*** Records to use ***

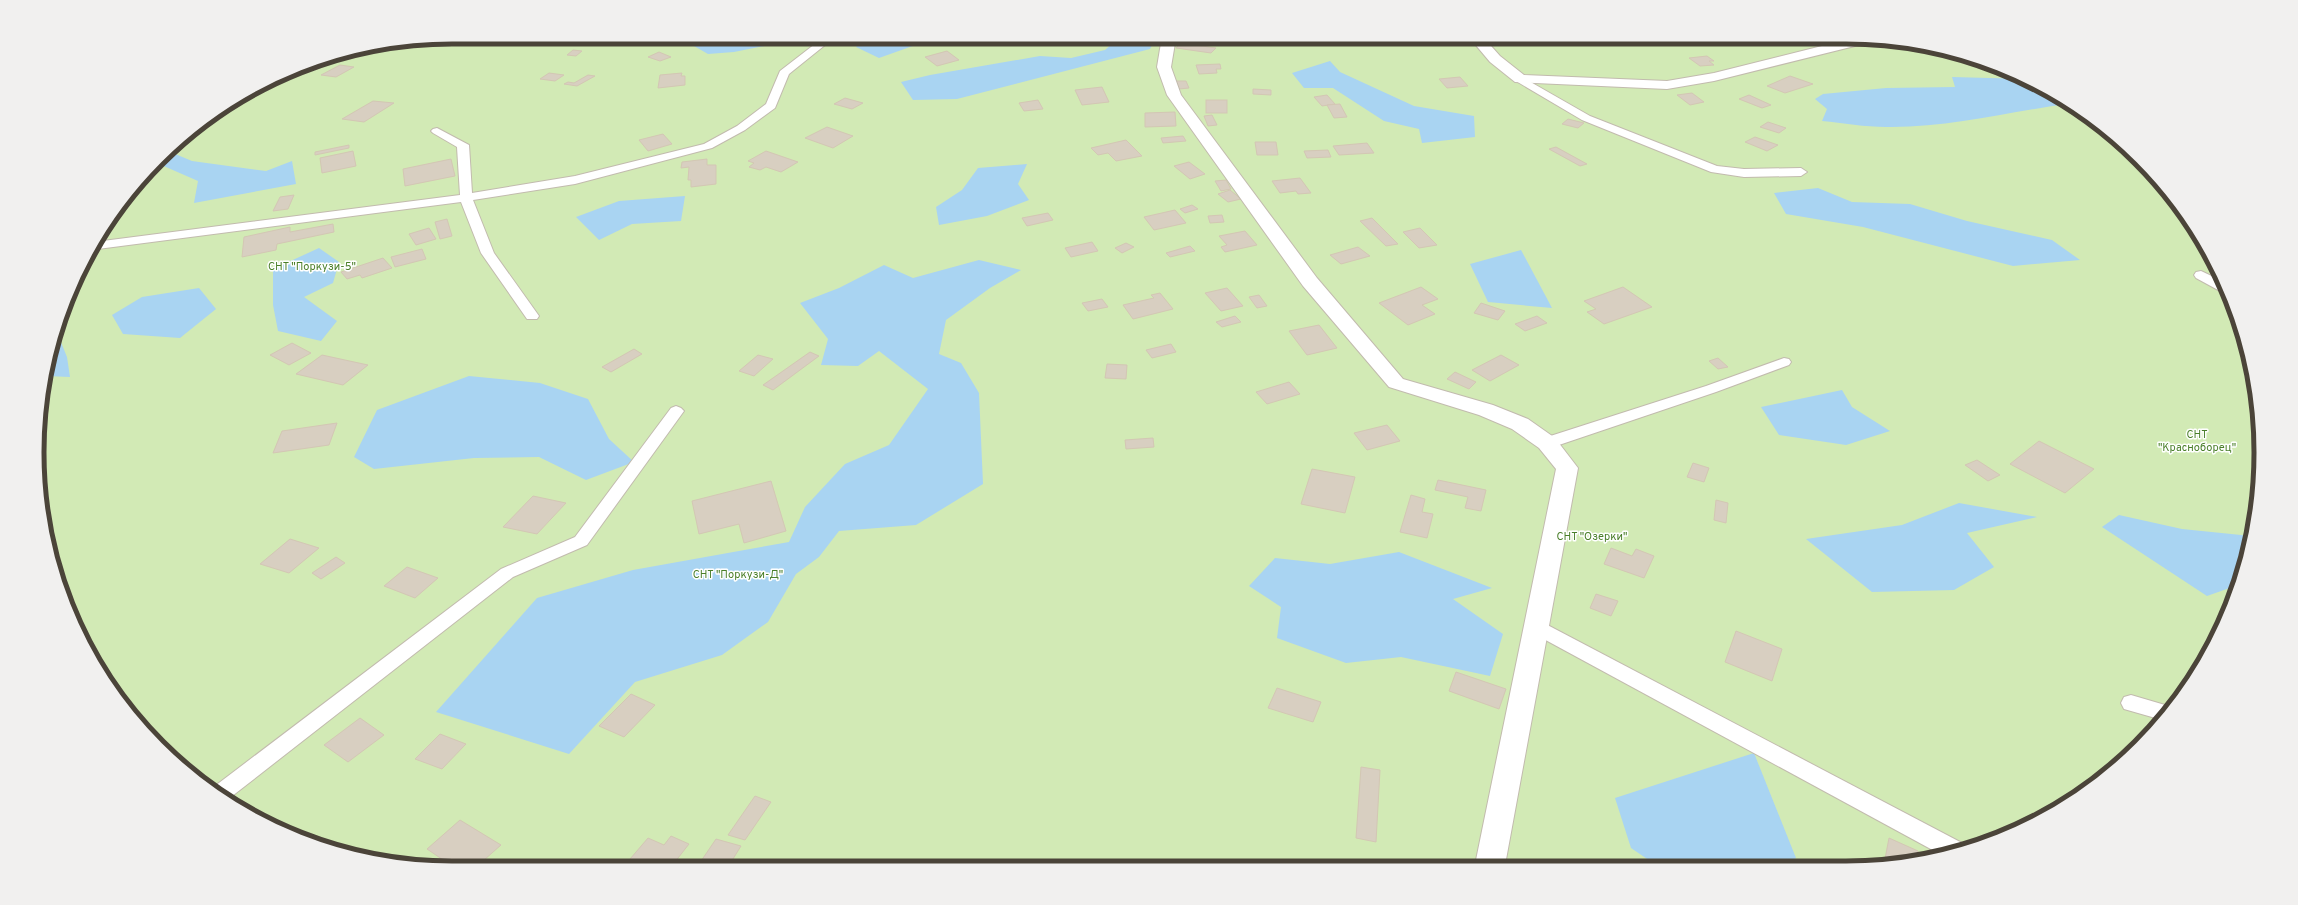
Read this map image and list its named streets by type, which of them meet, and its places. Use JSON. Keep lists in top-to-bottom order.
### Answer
{
  "parks": [
    "СНТ \"Поркузи-5\"",
    "СНТ \"Красноборец\"",
    "СНТ \"Озерки\"",
    "СНТ \"Поркузи-Д\""
  ]
}
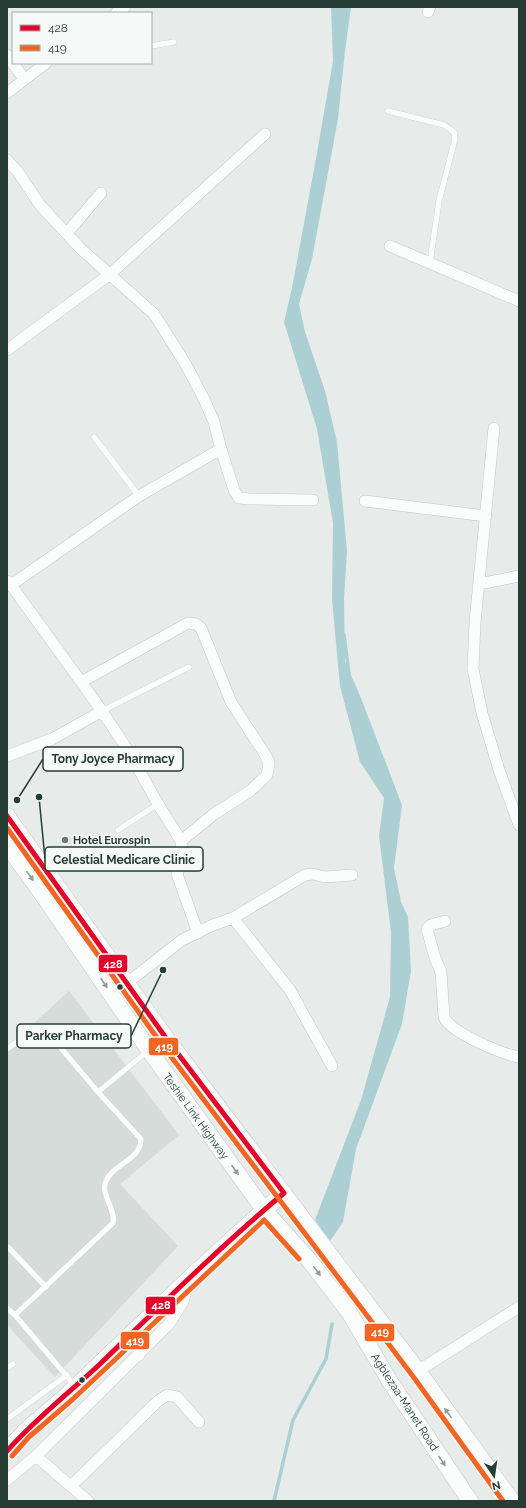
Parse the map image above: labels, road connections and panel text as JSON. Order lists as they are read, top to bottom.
{
  "streets": {
    "main road": ["Teshie Link Highway", "Agblezaa-Manet Road"]
  },
  "crossings": [
    ["Teshie Link Highway", "Agblezaa-Manet Road"]
  ],
  "places": [
    "Celestial Medicare Clinic",
    "Tony Joyce Pharmacy",
    "Hotel Eurospin",
    "Parker Pharmacy"
  ],
  "lines": ["transit line 428", "transit line 419"],
  "legend": ["428", "419"],
  "north": "bottom"
}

*** End of Records to use ***

● Work required
Return every entry above exactly. Pictures stay out.

● Final answer
Read this map image and list its named streets by type, which of them meet, and its places. Use JSON. Keep lists in top-to-bottom order.
### Answer
{
  "parks": [
    "СНТ \"Поркузи-5\"",
    "СНТ \"Красноборец\"",
    "СНТ \"Озерки\"",
    "СНТ \"Поркузи-Д\""
  ]
}
Parse the map image above: labels, road connections and panel text as JSON. Order lists as they are read, top to bottom.
{
  "streets": {
    "main road": ["Teshie Link Highway", "Agblezaa-Manet Road"]
  },
  "crossings": [
    ["Teshie Link Highway", "Agblezaa-Manet Road"]
  ],
  "places": [
    "Celestial Medicare Clinic",
    "Tony Joyce Pharmacy",
    "Hotel Eurospin",
    "Parker Pharmacy"
  ],
  "lines": ["transit line 428", "transit line 419"],
  "legend": ["428", "419"],
  "north": "bottom"
}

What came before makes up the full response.